Based on the comments what I think I need is a HashSet . This question talks about their performance.

There are some weaknesses to Dictionary/Hashtable vs a List/array as well:

  • You have to compute the hash value of the object with each lookup.
  • For small collections, iterating through the array can be faster than computing that hash, especially because a hash is not guaranteed to be unique 1 .
  • They are not as good at iterating over the list of items.
  • They are not very good at storing duplicate entries (sometimes you legitimately want a value to show in an array more than once)
  • Sometimes a type does not have a good key to associate with it

Use what fits the situation. Sometimes that will be a list or an array. Sometimes it will be a Dictionary.
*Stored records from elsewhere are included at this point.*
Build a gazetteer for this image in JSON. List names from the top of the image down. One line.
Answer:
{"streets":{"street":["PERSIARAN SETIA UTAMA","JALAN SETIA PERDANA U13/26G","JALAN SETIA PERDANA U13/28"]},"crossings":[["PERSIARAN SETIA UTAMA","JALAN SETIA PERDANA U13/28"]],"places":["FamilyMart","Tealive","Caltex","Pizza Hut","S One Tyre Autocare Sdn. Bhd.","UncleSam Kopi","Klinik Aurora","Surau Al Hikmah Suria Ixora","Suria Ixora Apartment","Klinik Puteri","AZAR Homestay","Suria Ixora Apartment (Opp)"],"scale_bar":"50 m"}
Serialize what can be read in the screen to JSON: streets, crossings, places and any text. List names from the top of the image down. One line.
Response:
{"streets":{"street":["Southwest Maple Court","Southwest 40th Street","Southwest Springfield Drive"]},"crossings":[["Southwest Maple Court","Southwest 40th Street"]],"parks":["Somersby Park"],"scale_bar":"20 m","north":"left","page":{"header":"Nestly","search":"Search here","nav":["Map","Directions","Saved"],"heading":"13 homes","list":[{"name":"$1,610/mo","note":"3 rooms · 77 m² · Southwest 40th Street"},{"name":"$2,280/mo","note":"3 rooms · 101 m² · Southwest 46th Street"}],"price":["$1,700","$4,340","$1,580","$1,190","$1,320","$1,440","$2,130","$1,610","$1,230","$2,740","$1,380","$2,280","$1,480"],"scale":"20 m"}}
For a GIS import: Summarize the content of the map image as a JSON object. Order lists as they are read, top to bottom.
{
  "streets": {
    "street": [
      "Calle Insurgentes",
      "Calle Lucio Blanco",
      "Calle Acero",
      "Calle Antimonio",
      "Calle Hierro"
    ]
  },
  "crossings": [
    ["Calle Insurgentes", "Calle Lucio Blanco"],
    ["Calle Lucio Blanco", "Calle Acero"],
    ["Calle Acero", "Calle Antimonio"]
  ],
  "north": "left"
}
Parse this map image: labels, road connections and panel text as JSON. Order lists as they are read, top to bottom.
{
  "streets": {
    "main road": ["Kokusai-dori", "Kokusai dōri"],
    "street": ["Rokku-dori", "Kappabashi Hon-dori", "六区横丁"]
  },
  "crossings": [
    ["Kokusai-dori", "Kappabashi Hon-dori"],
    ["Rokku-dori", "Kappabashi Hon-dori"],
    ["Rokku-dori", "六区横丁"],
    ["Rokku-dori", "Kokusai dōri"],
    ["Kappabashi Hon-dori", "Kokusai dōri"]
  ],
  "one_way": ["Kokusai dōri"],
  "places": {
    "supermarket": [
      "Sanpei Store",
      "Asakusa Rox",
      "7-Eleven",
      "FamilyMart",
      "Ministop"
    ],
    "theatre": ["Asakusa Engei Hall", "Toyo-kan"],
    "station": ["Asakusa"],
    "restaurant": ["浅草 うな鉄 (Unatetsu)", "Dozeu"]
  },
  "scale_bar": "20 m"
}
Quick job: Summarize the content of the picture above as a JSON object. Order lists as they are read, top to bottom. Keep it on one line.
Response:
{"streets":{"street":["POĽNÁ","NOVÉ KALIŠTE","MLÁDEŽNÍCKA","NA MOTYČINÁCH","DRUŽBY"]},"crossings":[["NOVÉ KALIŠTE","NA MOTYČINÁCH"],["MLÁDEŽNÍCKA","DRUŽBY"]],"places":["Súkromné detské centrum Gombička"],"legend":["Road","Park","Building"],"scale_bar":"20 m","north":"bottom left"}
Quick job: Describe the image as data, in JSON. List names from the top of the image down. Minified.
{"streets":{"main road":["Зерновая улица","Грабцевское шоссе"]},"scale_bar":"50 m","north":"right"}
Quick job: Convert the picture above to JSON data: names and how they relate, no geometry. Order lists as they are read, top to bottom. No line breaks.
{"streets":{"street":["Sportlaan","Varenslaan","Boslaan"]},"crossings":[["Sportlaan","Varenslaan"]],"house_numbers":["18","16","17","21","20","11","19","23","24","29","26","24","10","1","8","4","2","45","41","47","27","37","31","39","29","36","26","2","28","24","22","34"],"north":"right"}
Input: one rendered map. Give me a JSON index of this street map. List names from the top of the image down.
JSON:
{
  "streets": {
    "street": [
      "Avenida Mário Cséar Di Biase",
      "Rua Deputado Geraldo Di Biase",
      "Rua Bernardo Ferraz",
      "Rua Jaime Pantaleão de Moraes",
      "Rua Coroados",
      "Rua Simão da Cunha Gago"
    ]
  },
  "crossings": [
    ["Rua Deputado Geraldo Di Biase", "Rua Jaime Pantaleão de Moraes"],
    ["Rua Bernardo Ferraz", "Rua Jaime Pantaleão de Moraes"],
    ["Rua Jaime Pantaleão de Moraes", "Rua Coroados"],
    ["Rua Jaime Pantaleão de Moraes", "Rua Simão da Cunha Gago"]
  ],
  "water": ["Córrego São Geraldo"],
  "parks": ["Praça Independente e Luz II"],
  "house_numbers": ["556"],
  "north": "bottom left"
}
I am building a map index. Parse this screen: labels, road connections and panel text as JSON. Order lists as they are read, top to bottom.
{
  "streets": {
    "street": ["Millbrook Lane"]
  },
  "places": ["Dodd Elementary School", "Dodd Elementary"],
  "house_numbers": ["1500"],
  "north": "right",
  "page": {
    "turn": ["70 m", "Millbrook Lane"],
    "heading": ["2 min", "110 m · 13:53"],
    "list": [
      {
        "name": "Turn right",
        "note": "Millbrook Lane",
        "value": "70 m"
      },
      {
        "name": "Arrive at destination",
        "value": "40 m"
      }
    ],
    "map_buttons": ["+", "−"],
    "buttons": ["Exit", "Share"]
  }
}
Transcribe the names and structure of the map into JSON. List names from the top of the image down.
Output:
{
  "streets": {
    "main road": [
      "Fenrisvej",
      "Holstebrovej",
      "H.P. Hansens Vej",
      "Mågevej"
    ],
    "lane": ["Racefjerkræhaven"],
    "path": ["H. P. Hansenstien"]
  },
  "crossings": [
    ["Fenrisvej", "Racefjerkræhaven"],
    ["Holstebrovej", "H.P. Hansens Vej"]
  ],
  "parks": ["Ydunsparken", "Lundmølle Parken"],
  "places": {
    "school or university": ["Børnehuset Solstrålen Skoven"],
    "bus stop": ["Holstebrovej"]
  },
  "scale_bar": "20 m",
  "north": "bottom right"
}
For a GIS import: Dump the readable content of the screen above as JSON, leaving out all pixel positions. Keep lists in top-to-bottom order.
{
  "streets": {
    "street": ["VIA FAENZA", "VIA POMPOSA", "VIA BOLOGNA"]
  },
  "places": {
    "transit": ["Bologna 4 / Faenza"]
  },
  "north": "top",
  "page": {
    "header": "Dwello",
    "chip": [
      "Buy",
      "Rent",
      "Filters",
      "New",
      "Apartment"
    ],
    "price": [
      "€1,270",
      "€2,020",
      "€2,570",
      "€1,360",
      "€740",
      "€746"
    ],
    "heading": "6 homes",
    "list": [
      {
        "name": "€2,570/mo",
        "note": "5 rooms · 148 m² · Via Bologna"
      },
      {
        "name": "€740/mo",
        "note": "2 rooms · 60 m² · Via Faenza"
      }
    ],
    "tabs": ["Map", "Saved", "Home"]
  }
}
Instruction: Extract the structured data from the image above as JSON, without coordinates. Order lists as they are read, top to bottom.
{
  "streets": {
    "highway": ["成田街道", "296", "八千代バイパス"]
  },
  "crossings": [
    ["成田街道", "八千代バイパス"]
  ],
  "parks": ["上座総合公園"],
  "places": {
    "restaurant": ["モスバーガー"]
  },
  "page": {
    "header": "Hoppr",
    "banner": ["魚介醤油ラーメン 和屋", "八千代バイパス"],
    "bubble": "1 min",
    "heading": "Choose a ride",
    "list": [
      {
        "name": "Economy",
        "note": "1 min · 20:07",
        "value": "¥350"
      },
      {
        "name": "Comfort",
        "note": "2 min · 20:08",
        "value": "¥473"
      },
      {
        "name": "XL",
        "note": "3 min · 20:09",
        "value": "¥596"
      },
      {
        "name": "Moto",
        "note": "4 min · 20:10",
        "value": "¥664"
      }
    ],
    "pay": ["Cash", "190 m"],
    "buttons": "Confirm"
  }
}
You should almost never use a HashTable any more (prefer Dictionary<KeyType, Object> if you really don't what type you're storing).

1 It usually is unique, but because there is a small potential for collisions the collection must check the bucket after computing the hash value.

"Faster" depends on what you need them for.

A .NET List is just a slab of continuous memory (this in not a linked list), which makes it extremely efficient to access sequentially (especially when you consider the effects of caching and prefetching of modern CPUs) or "randomly" trough a known integer index. Searching or inserting elements (especially in the middle) - not so much.

Dictionary is an associative data structure - a key can be anything hashable (not just integer index), but elements are not sorted in a "meaningful" way and the access through the known key is not as fast as List 's integer index.

So, pick the right tool for the job.

Your statement "list or array is for elements without values, and dictionary is for elements with values", is not strictly true.

More accurately, a List is a collection of elements, and a Hashtable or Dictionary is a collection of elements along with a unique key to be used to access each one.

Use a list for collections of a very few elements, or when you will only need to access the entire collection, not a single element of the collection.

Use a Hashtable or Dictionary when the collection is large and/or when you will need to find/access individual members of the collection.